**Exercise objective**
Among the records, find the lines that hold the string "list" and return them.

------------------------------------

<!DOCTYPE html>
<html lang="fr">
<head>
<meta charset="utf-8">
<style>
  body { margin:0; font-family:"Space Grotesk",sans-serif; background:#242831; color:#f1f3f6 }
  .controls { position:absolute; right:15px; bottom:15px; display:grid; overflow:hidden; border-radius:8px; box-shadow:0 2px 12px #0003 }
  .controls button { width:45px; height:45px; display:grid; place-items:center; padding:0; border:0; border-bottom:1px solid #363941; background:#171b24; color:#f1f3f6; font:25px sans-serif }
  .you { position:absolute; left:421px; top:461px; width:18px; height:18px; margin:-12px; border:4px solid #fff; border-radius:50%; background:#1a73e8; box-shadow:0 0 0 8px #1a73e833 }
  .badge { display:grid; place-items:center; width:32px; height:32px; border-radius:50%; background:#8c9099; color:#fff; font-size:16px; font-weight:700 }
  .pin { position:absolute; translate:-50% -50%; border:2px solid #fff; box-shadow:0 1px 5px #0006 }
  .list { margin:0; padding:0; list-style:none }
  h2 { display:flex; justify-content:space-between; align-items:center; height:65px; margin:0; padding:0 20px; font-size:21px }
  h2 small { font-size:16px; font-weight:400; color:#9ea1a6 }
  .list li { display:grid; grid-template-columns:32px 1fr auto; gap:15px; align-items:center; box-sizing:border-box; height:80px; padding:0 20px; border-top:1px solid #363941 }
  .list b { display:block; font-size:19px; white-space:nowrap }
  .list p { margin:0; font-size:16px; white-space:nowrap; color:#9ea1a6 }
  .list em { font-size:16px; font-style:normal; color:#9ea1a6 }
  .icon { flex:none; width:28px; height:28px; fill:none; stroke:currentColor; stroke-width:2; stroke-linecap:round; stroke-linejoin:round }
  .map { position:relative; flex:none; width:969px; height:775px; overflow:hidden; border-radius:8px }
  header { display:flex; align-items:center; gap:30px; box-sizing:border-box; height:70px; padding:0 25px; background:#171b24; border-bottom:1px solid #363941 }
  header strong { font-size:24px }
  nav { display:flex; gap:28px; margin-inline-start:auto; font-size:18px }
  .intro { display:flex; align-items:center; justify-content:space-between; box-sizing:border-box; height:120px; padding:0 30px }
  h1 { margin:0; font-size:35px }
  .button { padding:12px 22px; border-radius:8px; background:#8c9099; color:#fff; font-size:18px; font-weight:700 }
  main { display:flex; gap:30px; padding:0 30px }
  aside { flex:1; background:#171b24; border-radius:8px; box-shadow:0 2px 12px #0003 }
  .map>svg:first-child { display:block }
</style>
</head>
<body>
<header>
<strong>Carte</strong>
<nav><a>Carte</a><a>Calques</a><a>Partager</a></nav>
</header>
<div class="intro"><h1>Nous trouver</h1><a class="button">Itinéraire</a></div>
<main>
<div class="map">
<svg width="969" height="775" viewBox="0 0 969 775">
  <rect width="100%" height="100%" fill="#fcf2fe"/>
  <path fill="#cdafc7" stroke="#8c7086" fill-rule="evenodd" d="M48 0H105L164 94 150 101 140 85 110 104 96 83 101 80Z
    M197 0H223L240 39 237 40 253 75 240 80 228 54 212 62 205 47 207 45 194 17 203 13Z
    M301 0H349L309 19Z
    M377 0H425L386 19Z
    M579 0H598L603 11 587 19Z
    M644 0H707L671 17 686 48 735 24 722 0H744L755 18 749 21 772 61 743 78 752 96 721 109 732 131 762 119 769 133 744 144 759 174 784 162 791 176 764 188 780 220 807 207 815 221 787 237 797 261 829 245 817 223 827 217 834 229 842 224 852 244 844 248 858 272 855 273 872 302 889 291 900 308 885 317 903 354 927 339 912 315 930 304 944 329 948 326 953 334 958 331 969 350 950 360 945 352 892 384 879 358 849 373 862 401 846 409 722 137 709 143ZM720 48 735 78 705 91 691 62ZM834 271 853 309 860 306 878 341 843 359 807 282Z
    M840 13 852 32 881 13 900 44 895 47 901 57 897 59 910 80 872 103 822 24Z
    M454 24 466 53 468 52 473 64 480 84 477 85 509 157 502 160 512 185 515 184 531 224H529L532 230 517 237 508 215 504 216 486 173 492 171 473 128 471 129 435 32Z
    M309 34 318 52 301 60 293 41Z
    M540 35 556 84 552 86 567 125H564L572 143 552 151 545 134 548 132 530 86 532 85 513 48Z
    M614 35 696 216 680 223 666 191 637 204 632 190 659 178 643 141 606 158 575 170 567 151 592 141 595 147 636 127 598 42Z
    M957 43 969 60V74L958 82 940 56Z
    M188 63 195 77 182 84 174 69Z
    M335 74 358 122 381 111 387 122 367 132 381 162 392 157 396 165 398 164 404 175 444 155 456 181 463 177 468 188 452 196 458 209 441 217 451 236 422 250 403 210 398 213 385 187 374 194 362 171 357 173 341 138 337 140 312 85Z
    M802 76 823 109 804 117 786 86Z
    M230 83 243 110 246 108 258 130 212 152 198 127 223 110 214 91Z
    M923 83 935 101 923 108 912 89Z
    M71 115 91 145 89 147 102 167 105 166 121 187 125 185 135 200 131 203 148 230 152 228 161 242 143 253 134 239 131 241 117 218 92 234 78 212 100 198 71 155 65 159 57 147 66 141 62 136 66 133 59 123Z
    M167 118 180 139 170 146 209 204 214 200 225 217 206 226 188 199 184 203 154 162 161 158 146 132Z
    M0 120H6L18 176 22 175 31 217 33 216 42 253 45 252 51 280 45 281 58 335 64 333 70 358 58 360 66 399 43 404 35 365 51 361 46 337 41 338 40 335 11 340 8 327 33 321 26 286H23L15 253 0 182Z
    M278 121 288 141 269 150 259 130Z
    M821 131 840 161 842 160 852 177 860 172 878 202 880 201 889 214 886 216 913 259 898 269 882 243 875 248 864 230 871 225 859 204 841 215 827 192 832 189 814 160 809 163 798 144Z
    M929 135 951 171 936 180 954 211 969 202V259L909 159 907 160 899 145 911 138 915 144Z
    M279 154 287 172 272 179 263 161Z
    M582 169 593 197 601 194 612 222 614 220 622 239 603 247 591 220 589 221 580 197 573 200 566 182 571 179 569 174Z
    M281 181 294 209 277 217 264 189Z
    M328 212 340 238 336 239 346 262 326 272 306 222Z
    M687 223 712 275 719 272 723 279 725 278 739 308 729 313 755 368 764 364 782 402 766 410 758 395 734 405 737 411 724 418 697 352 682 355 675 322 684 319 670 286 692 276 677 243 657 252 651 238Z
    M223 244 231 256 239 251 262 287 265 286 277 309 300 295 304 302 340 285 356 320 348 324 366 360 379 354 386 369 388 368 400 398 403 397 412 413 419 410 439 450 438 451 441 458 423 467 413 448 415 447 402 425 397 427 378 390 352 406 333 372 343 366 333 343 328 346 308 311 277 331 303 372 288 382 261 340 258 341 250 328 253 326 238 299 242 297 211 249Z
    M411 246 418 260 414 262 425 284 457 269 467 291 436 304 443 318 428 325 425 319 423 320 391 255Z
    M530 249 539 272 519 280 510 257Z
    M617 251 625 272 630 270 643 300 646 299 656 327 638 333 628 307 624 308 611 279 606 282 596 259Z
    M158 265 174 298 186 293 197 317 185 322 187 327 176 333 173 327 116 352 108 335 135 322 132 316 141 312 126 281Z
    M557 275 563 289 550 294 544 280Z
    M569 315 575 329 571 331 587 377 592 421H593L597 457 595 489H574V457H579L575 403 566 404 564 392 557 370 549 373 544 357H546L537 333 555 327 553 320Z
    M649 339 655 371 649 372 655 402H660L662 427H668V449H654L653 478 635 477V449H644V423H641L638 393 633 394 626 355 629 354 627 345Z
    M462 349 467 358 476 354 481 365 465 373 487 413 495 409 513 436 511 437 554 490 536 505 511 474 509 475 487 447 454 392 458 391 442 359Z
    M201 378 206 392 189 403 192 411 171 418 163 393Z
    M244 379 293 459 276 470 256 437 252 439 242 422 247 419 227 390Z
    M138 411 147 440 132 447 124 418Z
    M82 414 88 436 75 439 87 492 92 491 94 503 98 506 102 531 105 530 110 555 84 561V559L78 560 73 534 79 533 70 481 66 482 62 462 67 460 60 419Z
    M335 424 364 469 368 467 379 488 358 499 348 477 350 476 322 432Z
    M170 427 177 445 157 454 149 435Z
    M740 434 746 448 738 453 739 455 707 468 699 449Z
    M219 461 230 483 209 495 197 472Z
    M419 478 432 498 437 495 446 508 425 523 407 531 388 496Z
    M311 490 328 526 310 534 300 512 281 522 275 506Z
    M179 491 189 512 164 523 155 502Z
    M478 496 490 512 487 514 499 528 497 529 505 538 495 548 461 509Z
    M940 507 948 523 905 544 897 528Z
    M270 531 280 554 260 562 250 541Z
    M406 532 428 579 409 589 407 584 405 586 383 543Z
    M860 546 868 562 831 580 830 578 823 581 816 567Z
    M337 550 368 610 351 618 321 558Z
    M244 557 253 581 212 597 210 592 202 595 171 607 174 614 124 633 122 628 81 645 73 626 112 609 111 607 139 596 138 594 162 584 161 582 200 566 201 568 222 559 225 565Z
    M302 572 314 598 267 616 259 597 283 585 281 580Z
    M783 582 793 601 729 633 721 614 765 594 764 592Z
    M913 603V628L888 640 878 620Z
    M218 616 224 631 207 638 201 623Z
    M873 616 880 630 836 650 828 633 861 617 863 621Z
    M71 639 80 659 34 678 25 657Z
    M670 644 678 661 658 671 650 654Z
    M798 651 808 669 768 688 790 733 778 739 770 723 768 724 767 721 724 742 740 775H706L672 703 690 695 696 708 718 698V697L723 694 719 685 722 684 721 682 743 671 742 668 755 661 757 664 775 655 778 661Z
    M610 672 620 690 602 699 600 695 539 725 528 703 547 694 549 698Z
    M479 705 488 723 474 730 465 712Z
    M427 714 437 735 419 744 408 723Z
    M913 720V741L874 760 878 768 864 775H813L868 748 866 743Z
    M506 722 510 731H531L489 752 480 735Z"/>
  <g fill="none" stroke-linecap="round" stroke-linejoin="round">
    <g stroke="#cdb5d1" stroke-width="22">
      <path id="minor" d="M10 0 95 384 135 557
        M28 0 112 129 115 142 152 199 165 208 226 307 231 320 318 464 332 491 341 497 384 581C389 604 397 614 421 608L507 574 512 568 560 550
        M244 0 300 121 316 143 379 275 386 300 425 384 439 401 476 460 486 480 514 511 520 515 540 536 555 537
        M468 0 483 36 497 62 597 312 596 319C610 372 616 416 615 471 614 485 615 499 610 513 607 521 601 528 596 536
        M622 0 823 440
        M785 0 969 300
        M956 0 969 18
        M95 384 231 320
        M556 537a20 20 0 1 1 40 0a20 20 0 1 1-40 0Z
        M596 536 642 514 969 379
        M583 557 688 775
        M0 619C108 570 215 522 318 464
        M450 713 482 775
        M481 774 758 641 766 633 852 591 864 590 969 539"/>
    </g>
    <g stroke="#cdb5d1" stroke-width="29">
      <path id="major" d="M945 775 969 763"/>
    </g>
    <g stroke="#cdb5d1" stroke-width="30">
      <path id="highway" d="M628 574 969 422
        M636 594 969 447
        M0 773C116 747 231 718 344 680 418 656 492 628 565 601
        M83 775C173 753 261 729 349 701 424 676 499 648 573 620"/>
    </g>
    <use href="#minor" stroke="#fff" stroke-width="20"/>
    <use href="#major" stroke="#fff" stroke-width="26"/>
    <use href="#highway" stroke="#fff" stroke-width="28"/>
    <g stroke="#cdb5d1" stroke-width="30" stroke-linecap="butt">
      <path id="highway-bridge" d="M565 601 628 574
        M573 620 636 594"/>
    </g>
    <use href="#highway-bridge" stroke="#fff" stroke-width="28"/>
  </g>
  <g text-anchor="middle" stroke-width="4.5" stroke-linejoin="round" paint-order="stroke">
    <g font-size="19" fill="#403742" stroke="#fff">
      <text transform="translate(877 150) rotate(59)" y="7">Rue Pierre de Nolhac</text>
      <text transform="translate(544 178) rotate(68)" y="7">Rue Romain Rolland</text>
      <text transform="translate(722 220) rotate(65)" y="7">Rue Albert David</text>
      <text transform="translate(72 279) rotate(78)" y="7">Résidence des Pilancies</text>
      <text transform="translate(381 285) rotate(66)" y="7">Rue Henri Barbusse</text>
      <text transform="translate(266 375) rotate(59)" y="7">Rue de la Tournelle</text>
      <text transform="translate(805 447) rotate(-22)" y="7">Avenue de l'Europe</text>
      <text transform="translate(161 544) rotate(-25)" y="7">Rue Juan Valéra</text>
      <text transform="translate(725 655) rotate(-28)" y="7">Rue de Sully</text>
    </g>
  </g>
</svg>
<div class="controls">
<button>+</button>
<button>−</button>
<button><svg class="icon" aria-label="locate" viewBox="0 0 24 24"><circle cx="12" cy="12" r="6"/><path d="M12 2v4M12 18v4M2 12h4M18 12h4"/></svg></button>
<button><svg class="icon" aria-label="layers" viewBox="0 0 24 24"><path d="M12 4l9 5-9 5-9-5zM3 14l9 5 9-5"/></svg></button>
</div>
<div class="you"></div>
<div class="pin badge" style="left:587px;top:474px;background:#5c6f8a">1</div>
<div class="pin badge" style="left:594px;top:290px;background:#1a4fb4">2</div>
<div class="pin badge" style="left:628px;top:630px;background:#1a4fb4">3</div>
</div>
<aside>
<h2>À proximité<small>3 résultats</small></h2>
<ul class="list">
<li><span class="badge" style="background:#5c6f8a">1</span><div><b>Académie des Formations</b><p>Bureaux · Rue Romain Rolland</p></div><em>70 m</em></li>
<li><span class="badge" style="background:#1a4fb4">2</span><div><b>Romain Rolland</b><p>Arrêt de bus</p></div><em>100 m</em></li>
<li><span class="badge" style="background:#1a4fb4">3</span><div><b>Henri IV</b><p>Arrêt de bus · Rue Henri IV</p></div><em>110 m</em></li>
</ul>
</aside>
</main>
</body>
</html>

------------------------------------

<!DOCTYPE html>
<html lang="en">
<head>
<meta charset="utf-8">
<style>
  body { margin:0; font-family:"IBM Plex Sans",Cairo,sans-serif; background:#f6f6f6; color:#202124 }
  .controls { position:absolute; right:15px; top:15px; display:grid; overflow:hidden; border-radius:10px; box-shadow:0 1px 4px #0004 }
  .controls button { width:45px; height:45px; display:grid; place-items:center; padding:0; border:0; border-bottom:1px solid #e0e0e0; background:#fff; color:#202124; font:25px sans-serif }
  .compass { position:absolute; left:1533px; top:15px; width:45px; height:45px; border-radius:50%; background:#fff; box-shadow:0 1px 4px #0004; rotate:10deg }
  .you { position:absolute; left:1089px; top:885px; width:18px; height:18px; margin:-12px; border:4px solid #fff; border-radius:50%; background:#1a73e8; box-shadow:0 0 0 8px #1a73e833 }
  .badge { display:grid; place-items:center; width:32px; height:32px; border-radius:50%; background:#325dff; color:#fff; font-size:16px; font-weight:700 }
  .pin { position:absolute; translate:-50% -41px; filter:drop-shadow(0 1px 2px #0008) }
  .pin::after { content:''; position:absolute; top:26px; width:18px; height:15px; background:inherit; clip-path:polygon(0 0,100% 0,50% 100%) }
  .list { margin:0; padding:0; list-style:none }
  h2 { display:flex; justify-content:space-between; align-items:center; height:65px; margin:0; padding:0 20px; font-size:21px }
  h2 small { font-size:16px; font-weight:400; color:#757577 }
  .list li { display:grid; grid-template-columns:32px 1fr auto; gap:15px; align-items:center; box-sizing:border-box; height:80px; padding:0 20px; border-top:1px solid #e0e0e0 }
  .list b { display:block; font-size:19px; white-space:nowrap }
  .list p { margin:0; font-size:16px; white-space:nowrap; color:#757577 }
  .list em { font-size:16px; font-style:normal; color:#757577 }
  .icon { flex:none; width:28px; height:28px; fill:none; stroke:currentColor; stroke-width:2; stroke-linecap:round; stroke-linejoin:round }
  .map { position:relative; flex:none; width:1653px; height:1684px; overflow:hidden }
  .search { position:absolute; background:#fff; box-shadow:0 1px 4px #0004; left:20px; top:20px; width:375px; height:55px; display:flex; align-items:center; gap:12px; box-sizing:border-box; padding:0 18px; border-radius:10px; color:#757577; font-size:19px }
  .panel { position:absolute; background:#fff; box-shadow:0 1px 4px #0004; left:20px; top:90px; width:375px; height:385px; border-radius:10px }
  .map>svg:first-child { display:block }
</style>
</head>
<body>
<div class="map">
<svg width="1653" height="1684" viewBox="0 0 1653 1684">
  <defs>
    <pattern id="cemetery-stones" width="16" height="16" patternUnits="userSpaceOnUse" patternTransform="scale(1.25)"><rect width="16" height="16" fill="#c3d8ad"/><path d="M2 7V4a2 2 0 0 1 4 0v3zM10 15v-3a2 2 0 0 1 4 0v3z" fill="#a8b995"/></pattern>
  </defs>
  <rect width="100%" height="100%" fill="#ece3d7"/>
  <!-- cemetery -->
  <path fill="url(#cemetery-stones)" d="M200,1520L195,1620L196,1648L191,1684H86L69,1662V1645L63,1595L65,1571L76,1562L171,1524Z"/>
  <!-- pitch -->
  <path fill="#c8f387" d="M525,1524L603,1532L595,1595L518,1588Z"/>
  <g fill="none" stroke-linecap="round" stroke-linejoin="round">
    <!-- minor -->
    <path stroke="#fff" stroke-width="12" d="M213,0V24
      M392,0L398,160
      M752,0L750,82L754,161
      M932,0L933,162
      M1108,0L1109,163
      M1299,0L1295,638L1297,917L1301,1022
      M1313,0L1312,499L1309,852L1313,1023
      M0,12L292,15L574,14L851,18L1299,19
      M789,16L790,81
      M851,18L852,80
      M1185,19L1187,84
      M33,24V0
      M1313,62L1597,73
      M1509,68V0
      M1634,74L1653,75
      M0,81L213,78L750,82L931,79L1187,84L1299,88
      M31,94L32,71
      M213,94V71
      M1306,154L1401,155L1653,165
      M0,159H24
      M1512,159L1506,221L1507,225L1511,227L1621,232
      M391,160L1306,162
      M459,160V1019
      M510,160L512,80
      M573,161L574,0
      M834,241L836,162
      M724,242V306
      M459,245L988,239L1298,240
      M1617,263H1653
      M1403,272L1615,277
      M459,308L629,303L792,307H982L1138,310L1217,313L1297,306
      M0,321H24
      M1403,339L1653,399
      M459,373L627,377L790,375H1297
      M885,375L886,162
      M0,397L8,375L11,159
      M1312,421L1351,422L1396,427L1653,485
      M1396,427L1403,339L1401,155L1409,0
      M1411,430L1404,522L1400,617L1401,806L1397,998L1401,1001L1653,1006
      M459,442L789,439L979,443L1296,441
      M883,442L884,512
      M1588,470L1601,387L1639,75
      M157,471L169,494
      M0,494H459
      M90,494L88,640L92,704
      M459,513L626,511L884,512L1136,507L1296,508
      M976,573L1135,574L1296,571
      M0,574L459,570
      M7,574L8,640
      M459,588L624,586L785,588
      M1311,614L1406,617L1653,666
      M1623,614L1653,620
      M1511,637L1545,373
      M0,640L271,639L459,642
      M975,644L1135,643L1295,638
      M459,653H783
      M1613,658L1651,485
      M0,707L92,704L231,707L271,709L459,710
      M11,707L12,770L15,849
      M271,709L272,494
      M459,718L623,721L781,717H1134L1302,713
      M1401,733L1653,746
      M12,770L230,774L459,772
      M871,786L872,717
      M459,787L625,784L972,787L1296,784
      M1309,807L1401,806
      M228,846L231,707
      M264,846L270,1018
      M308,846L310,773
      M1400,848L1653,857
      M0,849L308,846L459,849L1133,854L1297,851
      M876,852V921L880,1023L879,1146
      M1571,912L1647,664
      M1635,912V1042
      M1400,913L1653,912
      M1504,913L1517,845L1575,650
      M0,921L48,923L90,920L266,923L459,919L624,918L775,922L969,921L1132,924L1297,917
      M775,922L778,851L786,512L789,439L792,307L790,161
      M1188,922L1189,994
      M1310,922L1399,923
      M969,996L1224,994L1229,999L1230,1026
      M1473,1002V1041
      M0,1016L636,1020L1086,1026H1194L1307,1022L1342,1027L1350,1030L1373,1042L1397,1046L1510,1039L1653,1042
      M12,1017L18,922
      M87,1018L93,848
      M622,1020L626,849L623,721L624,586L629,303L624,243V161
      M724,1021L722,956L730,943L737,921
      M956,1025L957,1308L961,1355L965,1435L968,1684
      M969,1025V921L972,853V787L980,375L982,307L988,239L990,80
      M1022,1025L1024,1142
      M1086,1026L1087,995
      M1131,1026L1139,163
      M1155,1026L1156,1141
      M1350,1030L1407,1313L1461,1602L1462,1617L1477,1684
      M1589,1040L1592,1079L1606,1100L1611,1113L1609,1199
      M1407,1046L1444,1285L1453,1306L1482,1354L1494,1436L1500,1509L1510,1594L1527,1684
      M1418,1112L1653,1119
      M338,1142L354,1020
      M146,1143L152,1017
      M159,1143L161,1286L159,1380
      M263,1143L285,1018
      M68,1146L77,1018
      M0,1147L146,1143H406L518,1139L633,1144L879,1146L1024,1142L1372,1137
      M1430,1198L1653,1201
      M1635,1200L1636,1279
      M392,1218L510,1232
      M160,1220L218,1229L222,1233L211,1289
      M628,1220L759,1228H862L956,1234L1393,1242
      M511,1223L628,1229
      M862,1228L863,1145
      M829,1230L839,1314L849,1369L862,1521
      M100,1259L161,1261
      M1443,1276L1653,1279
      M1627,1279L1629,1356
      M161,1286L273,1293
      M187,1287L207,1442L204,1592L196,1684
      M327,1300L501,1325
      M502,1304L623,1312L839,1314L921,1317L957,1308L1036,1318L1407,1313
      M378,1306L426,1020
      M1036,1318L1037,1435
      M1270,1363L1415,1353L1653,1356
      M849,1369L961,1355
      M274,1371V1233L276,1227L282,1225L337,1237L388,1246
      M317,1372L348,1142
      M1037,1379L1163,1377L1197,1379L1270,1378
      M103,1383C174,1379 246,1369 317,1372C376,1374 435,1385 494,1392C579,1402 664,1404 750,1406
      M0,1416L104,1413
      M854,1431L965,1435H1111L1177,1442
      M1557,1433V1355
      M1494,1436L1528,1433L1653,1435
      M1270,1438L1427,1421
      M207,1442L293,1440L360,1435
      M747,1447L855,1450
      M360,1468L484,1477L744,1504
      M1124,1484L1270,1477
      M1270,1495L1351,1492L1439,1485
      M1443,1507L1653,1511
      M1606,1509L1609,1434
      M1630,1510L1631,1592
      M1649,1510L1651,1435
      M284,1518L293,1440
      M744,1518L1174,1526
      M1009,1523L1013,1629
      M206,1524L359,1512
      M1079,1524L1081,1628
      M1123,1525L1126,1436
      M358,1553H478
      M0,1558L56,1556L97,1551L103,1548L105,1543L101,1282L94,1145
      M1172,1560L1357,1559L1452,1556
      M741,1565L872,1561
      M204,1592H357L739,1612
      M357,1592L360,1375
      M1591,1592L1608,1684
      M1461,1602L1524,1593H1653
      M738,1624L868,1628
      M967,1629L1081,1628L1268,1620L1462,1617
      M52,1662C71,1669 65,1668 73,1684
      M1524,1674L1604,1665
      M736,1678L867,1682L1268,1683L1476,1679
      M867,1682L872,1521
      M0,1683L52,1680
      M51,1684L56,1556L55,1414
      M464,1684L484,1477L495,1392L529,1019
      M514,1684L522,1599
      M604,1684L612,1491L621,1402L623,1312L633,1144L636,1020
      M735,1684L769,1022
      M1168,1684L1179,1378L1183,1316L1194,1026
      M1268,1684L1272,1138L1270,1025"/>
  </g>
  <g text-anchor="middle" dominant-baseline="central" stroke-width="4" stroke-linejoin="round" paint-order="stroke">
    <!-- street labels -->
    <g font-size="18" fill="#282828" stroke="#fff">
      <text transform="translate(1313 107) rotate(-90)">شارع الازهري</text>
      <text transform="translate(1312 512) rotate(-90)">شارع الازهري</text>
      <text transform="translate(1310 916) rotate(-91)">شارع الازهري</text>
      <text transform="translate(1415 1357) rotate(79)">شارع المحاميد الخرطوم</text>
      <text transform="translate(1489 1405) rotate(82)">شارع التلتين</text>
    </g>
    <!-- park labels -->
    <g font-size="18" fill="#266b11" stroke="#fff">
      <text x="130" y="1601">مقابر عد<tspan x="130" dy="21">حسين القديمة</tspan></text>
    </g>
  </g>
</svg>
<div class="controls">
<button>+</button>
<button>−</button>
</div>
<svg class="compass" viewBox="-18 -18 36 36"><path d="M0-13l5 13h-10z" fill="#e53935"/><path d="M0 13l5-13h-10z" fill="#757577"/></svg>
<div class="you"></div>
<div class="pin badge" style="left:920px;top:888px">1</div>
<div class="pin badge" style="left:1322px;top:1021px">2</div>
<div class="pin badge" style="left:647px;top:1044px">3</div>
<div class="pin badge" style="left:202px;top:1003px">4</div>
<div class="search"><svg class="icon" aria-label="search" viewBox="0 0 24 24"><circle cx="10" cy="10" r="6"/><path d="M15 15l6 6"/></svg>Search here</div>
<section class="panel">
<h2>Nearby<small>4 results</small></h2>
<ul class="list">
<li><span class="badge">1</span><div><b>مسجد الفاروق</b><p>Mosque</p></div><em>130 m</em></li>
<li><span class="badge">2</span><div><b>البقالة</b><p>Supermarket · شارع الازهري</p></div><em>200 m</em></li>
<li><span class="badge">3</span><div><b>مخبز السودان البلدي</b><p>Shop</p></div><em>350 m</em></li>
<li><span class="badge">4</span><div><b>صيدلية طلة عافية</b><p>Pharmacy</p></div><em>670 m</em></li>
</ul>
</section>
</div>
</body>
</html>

------------------------------------

**Response area**
  .list { margin:0; padding:0; list-style:none }
  .list li { display:grid; grid-template-columns:32px 1fr auto; gap:15px; align-items:center; box-sizing:border-box; height:80px; padding:0 20px; border-top:1px solid #363941 }
  .list b { display:block; font-size:19px; white-space:nowrap }
  .list p { margin:0; font-size:16px; white-space:nowrap; color:#9ea1a6 }
  .list em { font-size:16px; font-style:normal; color:#9ea1a6 }
<ul class="list">
  .list { margin:0; padding:0; list-style:none }
  .list li { display:grid; grid-template-columns:32px 1fr auto; gap:15px; align-items:center; box-sizing:border-box; height:80px; padding:0 20px; border-top:1px solid #e0e0e0 }
  .list b { display:block; font-size:19px; white-space:nowrap }
  .list p { margin:0; font-size:16px; white-space:nowrap; color:#757577 }
  .list em { font-size:16px; font-style:normal; color:#757577 }
<ul class="list">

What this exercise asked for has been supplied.